Search for transactions in the provided dataset. If you don't find a transaction in the dataset I provided, search for it by PLACE in your own dataset. Then use this information to categorize the transaction.

Bad Prompt

Instead, explicitly name your datasets and input them to make it easy to refer to them. For example, I now use prompts like this:

The attached file is a set of historical transactions to use as reference for categorization.

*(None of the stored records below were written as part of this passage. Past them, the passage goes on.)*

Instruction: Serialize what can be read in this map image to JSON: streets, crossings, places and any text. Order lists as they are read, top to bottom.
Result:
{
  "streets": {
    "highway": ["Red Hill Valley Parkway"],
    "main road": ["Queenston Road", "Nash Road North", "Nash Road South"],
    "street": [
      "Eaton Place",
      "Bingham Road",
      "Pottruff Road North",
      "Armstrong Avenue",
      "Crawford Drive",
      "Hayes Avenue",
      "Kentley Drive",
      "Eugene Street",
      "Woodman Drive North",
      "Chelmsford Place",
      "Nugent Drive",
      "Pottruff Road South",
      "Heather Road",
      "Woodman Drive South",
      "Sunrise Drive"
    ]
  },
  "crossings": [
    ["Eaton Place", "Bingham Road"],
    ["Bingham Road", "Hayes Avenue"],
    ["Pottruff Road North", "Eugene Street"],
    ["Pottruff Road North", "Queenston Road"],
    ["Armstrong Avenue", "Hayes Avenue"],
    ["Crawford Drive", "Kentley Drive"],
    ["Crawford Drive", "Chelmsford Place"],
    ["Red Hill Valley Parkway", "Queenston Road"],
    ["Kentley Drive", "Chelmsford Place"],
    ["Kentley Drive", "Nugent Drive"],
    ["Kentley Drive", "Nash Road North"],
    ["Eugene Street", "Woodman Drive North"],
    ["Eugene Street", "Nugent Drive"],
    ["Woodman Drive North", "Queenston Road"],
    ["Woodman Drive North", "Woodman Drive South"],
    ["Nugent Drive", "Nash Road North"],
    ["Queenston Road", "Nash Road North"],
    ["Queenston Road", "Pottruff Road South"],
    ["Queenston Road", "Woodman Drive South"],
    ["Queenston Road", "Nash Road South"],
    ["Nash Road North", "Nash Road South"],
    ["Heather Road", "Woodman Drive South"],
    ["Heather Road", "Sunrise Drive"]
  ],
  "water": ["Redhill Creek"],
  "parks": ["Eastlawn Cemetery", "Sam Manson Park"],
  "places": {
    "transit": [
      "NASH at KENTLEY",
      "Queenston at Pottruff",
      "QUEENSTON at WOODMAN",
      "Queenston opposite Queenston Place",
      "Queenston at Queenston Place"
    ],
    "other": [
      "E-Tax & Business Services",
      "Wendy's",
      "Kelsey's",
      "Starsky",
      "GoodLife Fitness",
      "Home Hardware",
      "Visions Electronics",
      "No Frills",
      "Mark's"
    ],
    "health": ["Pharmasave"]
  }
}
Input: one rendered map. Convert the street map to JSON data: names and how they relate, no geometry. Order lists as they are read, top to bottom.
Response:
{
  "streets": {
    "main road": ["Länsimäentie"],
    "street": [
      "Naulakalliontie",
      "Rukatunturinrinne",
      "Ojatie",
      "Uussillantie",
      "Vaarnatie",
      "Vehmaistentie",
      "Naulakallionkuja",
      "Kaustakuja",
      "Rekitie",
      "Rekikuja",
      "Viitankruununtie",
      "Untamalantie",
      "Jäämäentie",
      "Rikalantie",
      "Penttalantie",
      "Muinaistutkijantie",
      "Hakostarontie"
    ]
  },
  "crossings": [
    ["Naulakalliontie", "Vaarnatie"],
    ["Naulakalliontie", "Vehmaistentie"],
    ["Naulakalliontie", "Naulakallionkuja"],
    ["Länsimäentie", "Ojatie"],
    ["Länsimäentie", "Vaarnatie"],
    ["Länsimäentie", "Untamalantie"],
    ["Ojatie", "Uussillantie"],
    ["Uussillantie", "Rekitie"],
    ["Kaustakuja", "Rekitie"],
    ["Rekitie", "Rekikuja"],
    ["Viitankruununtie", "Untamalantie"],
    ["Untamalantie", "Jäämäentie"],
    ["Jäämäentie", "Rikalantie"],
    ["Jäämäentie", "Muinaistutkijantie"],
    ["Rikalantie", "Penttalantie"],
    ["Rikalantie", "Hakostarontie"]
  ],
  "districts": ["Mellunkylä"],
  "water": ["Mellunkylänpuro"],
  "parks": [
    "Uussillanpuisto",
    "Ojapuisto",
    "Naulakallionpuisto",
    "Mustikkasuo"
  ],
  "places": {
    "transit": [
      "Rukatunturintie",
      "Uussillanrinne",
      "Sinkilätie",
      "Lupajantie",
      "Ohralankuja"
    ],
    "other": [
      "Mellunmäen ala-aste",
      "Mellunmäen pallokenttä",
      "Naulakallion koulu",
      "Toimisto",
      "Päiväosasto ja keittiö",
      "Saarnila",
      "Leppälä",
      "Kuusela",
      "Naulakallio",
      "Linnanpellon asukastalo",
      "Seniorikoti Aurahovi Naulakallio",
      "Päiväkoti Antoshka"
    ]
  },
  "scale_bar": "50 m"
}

Each transaction is in the following format: {DATE}, Time: {TIME}, Place: {PLACE}, Amount: {AMOUNT}, CR/DR: {CR/DR}, Category: {CATEGORY}

Let's call this data "historical transactions".

Improved Prompt

Another prompt:

Here is the file with the transactions which are not categorized. The file is in CSV format. Load this file to work with it. Format every transaction in it into the following format: Place: {PLACE}, Amount: {AMOUNT}, CR/DR: {CR/DR}

Lets call this "current transactions".

First Prompt

And then, I will use these references in my future prompts:

Categorize all the transactions in the "current transactions" by looking up similar transactions in "historical transactions".

Second Prompt

Treat the model as someone who has no context and can do one very specific thing well

Treat the model as if you have hired someone who has no idea about your job, work and goals. It's like hiring someone to do a one-off job on Fiverr. This person can work really well if you are very specific, but when given complex tasks, this person might get confused because they don't have the context of the problem and clarity about your expectations of them.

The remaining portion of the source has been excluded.